The author’s use of detail melds with a delicate, expressive voice that is both detached from and embedded within the country he grew up in. He tells the troubled story of Khartoum, and of Sudan, from both a Western and African perspective which adds a layer of accessibility to his memoir.
In 1956, Sudan gained independence from the British and was believed to face a bright future. Instead, it wilted into civil war and violence, eventually culminating in the 1989 coup which forced Mahjoub and his family to flee. According to the author, Sudan is characterized by a common notion that the North is inhabited by Muslims, and the South by Christians. This perceived divide and subsequent segregation between religious groups is what Mahjoub believes has prevented the country from achieving nationhood. “It is not a country of blacks so much as many shades of grey...the common notion...assumes that faith has geographic and racial limitations. It reinforces notions of ethnic division,” Mahjoub writes, later suggesting that the path toward progress and social harmony is through the acceptance of diversity.

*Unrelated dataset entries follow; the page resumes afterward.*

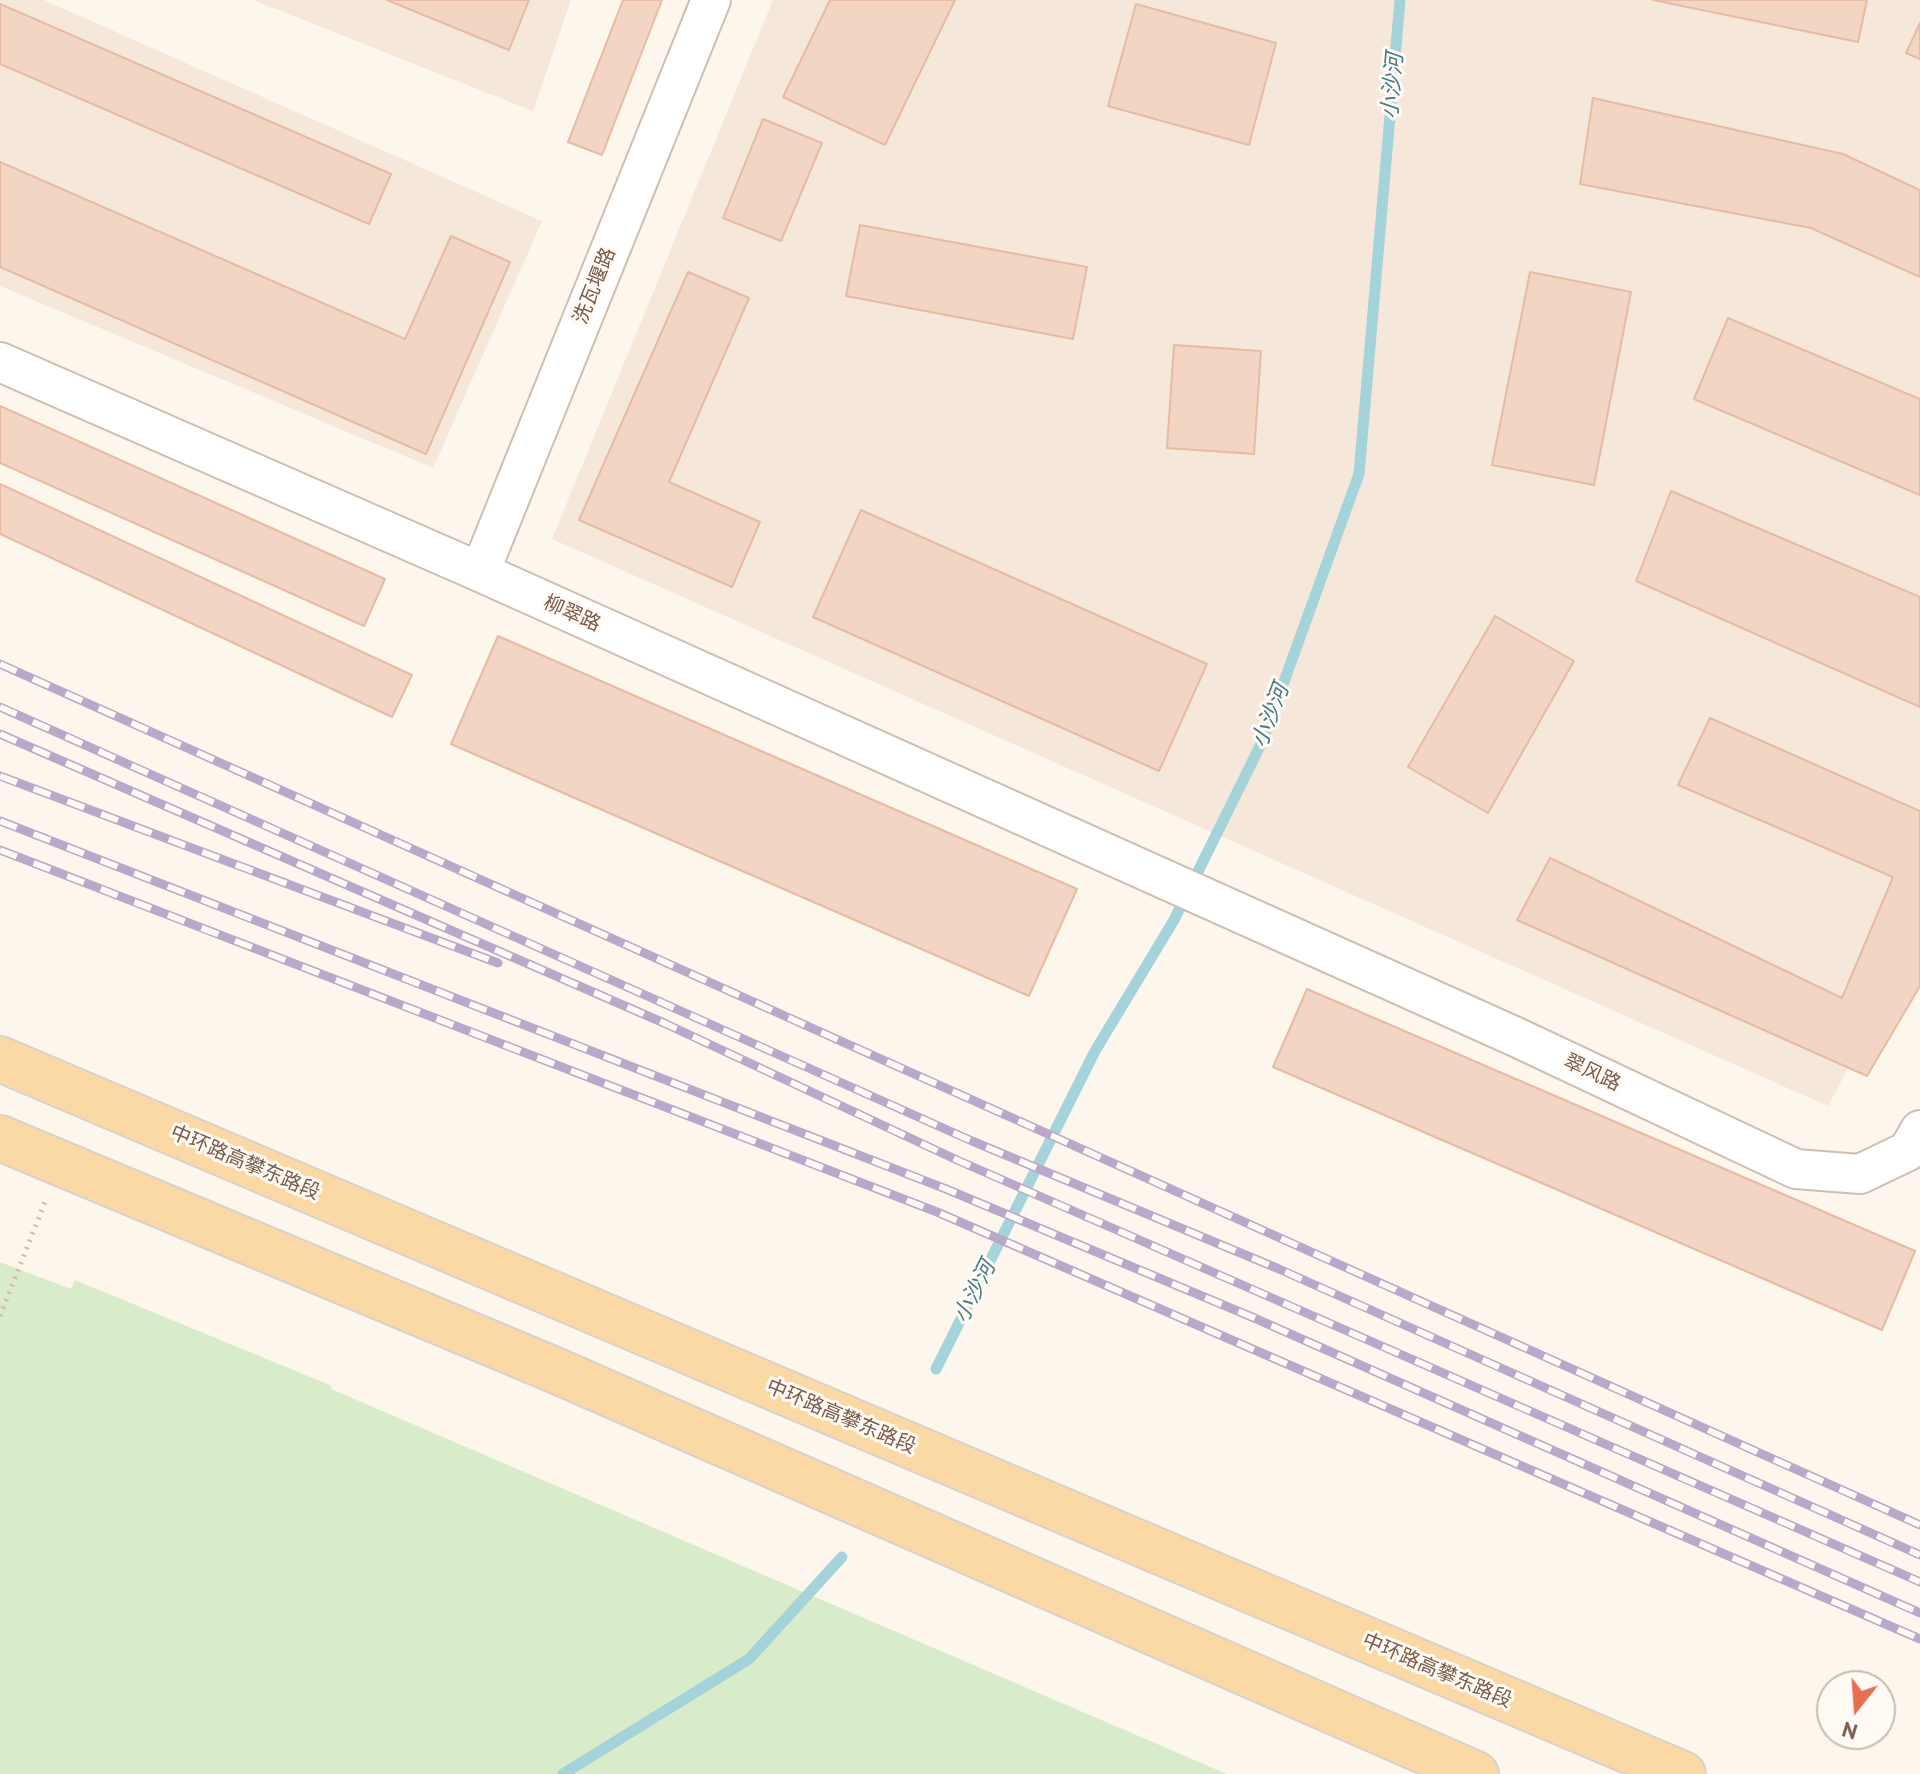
<!DOCTYPE html>
<html>
<head>
<meta charset="utf-8">
<style>
	body { margin:0 }
	#map { position:relative; width:1920px; height:1774px; overflow:hidden; background:#fdf6ec; font-family:"PT Sans",sans-serif }
	canvas { display:block }
	.north { position:absolute; left:1816px; top:1670px; width:80px; height:80px; box-sizing:border-box; background:#fffaf3; border:2px solid #cabbb1; border-radius:50%; rotate:197deg; font-size:22px; font-weight:700; line-height:32px; text-align:center; color:#7a5c4d }
	.north::after { content:''; display:block; margin:auto; width:28px; height:36px; background:#e76f51; clip-path:polygon(50% 0,100% 100%,50% 72%,0 100%) }
</style>
</head>
<body>
<div id="map">
<canvas width="1920" height="1774"></canvas>
<div class="north">N</div>
</div>
<script>
const ctx = document.querySelector('canvas').getContext('2d');
ctx.lineJoin = 'round';
function paint(path, color) { ctx.fillStyle = color; ctx.fill(path, 'evenodd'); }
const poly = rows => new Path2D(rows.map(r => 'M' + r).join(''));
function stroke(path, color, width, dash) { ctx.strokeStyle = color; ctx.lineWidth = width; ctx.lineCap = dash ? 'butt' : 'round'; ctx.setLineDash(dash || []); ctx.stroke(path); }
function drawText(font, color, halo, rows, align = 'center') {
  ctx.font = font + ' "PT Sans","Noto Sans SC",sans-serif'; ctx.lineWidth = 6; ctx.setLineDash([]); ctx.textBaseline = 'middle'; ctx.strokeStyle = halo; ctx.fillStyle = color; for (const [text, x, y, turn = 0] of rows) {
    ctx.save(); ctx.translate(x, y); ctx.rotate((+turn || 0) * Math.PI / 180); ctx.textAlign = isNaN(turn) ? turn : align; if (halo) ctx.strokeText(text, 0, 0); ctx.fillText(text, 0, 0); ctx.restore();
  }
}
const residential = poly([
	[0,0,44,0,542,221,433,468,0,286],
	[253,0,571,0,533,111],
	[773,0,1920,0,1920,934,1828,1106,552,539]
]);
const green = poly([
	[0,1262,71,1289,75,1280,332,1386,331,1389,1227,1774,0,1774]
]);
const stream = poly([
	[936,1369,1095,1051,1174,920,1263,740,1359,474,1400,0],
	[563,1774,749,1659,842,1557]
]);
const building = poly([
	[387,0,529,0,509,50,387,0],
	[623,0,662,0,602,155,568,142,623,0],
	[830,0,955,0,885,145,783,97,830,0],
	[1653,0,1867,0,1858,42,1653,0],
	[0,4,391,174,369,224,0,64,0,4],
	[1136,4,1276,43,1249,145,1108,106,1136,4],
	[1920,23,1920,59,1906,53,1920,23],
	[1593,98,1843,154,1920,190,1920,277,1811,228,1580,184,1593,98],
	[763,119,822,143,781,241,723,218,763,119],
	[0,162,405,339,451,236,510,262,426,454,0,267,0,162],
	[860,225,1087,267,1073,339,846,296,860,225],
	[688,272,749,298,669,482,760,522,732,587,579,520,688,272],
	[1530,272,1631,292,1594,485,1492,465,1530,272],
	[1728,318,1920,399,1920,495,1694,399,1728,318],
	[1174,345,1261,351,1254,454,1167,448,1174,345],
	[0,406,385,579,364,626,0,463,0,406],
	[0,484,412,675,392,717,0,534,0,484],
	[1671,491,1920,597,1920,707,1636,581,1671,491],
	[861,510,1207,664,1159,771,813,617,861,510],
	[1495,616,1574,661,1488,813,1408,767,1495,616],
	[498,636,1077,889,1029,996,451,744,498,636],
	[1710,718,1920,811,1920,986,1867,1076,1517,920,1550,858,1842,998,1893,877,1678,785,1710,718],
	[1307,989,1915,1251,1882,1330,1273,1067,1307,989]
]);
const path = poly([
	[0,1316,45,1202]
]);
const street = poly([
	[0,362,480,572,1516,1037,1796,1169,1860,1174,1908,1151,1920,1130],
	[480,572,711,0]
]);
const primary = poly([
	[0,1059,1683,1774],
	[0,1138,557,1371,1476,1774]
]);
const rail = poly([
	[0,664,1920,1525],
	[0,707,972,1141,1279,1269,1920,1555],
	[0,734,664,1023,957,1160,1920,1582],
	[0,776,498,963],
	[0,821,946,1189,1252,1317,1920,1613],
	[0,850,937,1212,1920,1639]
]);
const streetNames = [
	["洗瓦堰路",595,286,-68],
	["柳翠路",572,614,24],
	["翠风路",1592,1073,25],
	["中环路高攀东路段",245,1163,23],
	["中环路高攀东路段",841,1417,23],
	["中环路高攀东路段",1437,1671,23]
];
const waterNames = [
	["小沙河",1393,86,-85],
	["小沙河",1271,716,-69],
	["小沙河",975,1292,-63]
];
paint(residential, '#f5e8da');
paint(green, '#d8ecc9');
stroke(stream, '#a5d3da', 11);
paint(building, '#f3d5c3');
stroke(building, '#e6bba3', 2);
stroke(street, '#d1beb0', 42);
stroke(primary, '#dad1cd', 48);
stroke(path, '#d9b8a5', 5, [2, 6]);
stroke(street, '#fff', 38);
stroke(primary, '#fbd9a5', 44);
stroke(rail, '#b9a8c9', 9);
stroke(rail, '#fffaf3', 6, [18]);
drawText('20px', '#7a5c4d', '#fffaf3', streetNames);
drawText('italic 22px', '#437c86', '#fffaf3', waterNames);
</script>
</body>
</html>
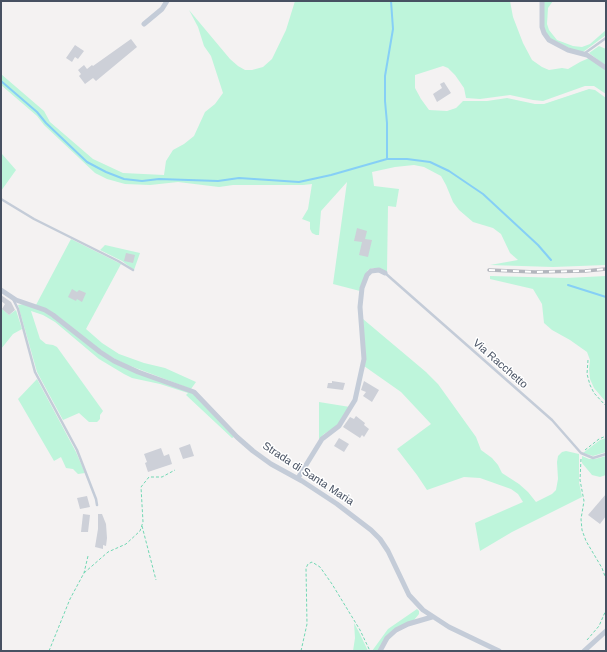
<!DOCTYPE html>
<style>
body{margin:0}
#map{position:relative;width:607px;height:652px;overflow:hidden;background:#f4f2f2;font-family:Helvetica,sans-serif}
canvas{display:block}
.frame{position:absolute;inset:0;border:2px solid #475162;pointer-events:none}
</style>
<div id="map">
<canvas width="607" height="652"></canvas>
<div class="frame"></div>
</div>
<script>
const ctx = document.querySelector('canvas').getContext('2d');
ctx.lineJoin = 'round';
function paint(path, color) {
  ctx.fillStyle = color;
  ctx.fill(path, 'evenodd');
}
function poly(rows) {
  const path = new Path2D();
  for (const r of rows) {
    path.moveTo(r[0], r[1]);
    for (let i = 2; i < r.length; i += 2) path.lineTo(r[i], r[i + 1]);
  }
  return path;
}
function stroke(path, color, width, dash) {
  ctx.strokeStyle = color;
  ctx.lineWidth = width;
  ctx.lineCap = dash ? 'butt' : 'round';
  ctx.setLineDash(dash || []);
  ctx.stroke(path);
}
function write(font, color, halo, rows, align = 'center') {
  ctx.font = font + ' Helvetica,sans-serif';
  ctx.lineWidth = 3;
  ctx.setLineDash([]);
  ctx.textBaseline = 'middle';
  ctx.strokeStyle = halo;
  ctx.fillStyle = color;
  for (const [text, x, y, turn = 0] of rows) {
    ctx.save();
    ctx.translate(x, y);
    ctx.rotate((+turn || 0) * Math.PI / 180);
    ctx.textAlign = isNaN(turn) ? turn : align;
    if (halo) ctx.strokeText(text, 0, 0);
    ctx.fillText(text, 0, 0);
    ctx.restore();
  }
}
const green = poly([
 [295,1,510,1,513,17,523,43,532,60,542,67,549,70,562,68,568,69,580,62,589,58,604,69,606,72,606,94,594,86,585,86,543,101,533,100,510,95,480,99,466,98,464,88,455,75,448,68,443,66,415,75,415,88,421,99,429,110,447,111,456,108,463,101,487,101,507,98,535,104,544,104,589,89,595,90,606,98,606,265,553,267,490,265,518,260,510,253,501,234,493,228,473,222,459,210,453,202,446,185,441,176,424,167,414,165,395,167,372,172,374,186,399,189,396,207,388,206,387,272,378,268,373,268,368,270,365,275,360,291,333,284,347,182,321,211,319,235,316,235,312,233,310,229,310,222,302,219,308,209,312,184,303,185,233,185,219,187,178,182,150,185,125,184,107,179,95,173,44,125,37,116,1,85,1,74,44,111,50,122,93,159,123,173,164,175,166,161,173,150,184,144,194,136,205,112,215,104,223,93,211,56,204,46,198,27,189,10,230,59,238,66,245,70,252,70,263,67,272,59,286,30],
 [544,1,553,1,548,8,547,24,549,30,557,40,573,46,582,47,590,44,606,30,606,35,583,52,571,49,547,37,543,24],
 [599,46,606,49,606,66,589,53],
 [2,154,16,170,1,191,1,155],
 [71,239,121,264,86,329,102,343,119,354,144,363,165,368,196,382,191,389,120,362,100,350,59,317,36,305],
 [105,245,140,253,134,270,122,261,100,250],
 [490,276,566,278,606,276,606,402,594,388,590,379,589,369,590,360,587,352,570,340,552,330,544,323,542,304,533,289,490,279],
 [24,304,49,313,98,352,192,393,234,437,232,438,186,395,188,393,160,384,132,378,124,374,99,359,55,322,43,315,31,311,40,339,46,344,53,345,57,347,103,411,100,415,100,419,97,422,89,422,79,413,63,420,37,372,18,305],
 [1,308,9,315,16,310,22,329,13,334,1,349],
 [363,319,426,372,438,384,476,437,481,450,492,458,498,465,502,473,519,484,528,492,536,502,552,494,556,490,558,479,557,462,558,456,562,452,566,451,579,454,579,482,582,497,512,532,480,551,475,523,523,502,518,494,511,489,480,478,464,477,427,490,417,475,397,449,431,424,401,392,364,366],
 [37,379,76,452,85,473,78,474,73,469,66,468,61,457,54,461,18,399],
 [319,402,350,407,337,426,324,434,319,440],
 [606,438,606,452,593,456,583,453,600,440],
 [582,456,589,459,595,459,606,456,606,475,600,477,592,475,582,463],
 [417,609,419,611,419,614,414,620,403,625,378,651,372,651,388,629],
 [354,623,359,632,368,651,353,651,355,638]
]);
const stream = poly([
 [1,81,37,112,46,123,87,162,106,172,124,179,142,181,159,179,218,181,239,178,299,182,331,175,387,159,407,159,430,162,449,171,483,194,538,245,551,260],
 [387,159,387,123,385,101,385,76,393,29,391,1],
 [568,285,606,297]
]);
const building = poly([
 [131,39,137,47,96,81,93,78,85,84,79,76,81,74,78,70,84,65,87,69,92,65,93,66],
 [75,45,84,51,78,59,75,57,72,62,66,58],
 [444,82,451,93,437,102,433,94,442,88,440,84],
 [357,228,367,231,365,239,372,240,368,257,359,255,362,242,354,241],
 [126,253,135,255,133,263,124,261],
 [72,289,77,292,79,290,86,293,82,302,77,299,76,301,68,297],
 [1,295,11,302,15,310,9,315,2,309,5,304,1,301],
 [332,381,345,383,343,390,327,388,328,383,332,383],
 [364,381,379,390,372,402,363,396,366,392,361,390],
 [356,416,365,423,364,425,369,429,364,437,362,435,360,438,343,427,350,417,354,419],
 [339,438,349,444,344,452,334,446],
 [190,444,194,456,183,459,179,448],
 [161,448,164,456,169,454,172,464,148,472,145,463,147,462,144,454],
 [606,494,606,516,600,524,588,515],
 [87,496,90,507,80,509,77,498],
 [83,514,90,515,88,532,81,532],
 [98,514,102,514,106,524,107,538,106,546,103,545,103,549,95,547,98,529]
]);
const path = poly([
 [588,360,587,374,590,385,594,393,606,406],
 [585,450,599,439,606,436],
 [581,459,580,480,584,501,581,519,582,530,586,541,602,568,606,579],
 [142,526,156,580],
 [84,573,108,552,126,544,140,531,143,522,141,487,149,477,162,477,175,470],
 [587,640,599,626,606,610],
 [49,651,70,599,84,573,88,556],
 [301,651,307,624,306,568,308,564,312,562,320,567,332,584,360,630,370,651]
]);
const lane = poly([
 [585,53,606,38],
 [1,199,34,219,118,261,133,270],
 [385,273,552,420,581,453,593,458,606,454],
 [13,299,18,309,35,372,77,450,96,499,97,505]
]);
const street = poly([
 [542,1,542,27,544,33,549,40,568,50,587,55,606,68],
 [144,24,162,9,167,1],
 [1,290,16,300,45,310,53,315,100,352,114,361,138,372,194,392,237,437,253,451,271,464,302,481,337,504,371,530,380,539,388,551,409,595,423,610,449,627,499,651],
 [298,478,322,439,339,426,355,400,364,359,360,307,362,288,367,275,371,271,379,270,385,273],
 [380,651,387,638,396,630,408,624,432,617],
 [584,651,606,631]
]);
const rail = poly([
 [489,270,535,272,585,271,606,269]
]);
const streetNames = [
 ["Via Racchetto",500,364,41],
 ["Strada di Santa Maria",308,474,33]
];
paint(green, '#bef5db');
stroke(stream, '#86cff6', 2);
paint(building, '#cdd0d8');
stroke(path, '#71d7b3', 1, [3, 2]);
stroke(lane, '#c4ccd8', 2.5);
stroke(street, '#c4ccd8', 5);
stroke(rail, '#b3b6bd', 3.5);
stroke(rail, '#fff', 2, [6]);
write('11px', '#475162', '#fff', streetNames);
</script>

Mahjoub details how the Sudanese have struggled to accept themselves and to feel pride for their history. A dusty museum in the city holds few mementos of Sudan’s past, and is described as a “mausoleum” and a “tomb” for what the country might have been. Mahjoub explains how the country’s inability to recognize itself is due to an orientalist view that the British administration projected onto Sudan, which was eventually passed onto the Sudanese themselves. The author frequently expresses bouts of impatience and sadness at the state of inertia in his country, which he believes is facing extinction. “The sense of extinction is palpable. The Sudanese aspired to become modern, to be accepted as members of the civilized world. To do so, they adopted Western clothes and manners. How is a country to make sense of itself when it refused to recognize its own people.”
The author’s struggle to understand his sense of place and belonging is the most riveting part of the book. It is a theme which shapes the entirety of the memoir, and it is subtly interwoven within the author’s analysis of his birth place.
By trying to define himself through understanding his city, Mahjoub shocks himself by experiencing a sense of longing to reconcile the idea of himself with Sudan. “After so many years abroad, making a life for myself among strangers, learning to accept alienation as a part of who I am ... here was something that had cut through all of that, leaving me exposed and vulnerable, and longing to reconnect with the world I had ignored for too long.” Mahjoub's struggle to identify himself underscores the difficulties of trying to define something as slippery and as intangible as identity. It is a poignant and intimate window into the author’s mind, and into the minds of many Sudanese who feel similarly disconnected from Khartoum, from Sudan, and from Africa.
“A Line in the River,” is an intimate portrayal of a city that is little more than a blip on the map for many. While Sudan is a country embroiled in layers of complexity which played – and continue to play – an influential role in shaping the country’s social fabric, Mahjoub manages to sift through that noise to deliver a wistful exploration of what Khartoum was, what it is now, and what it could have been.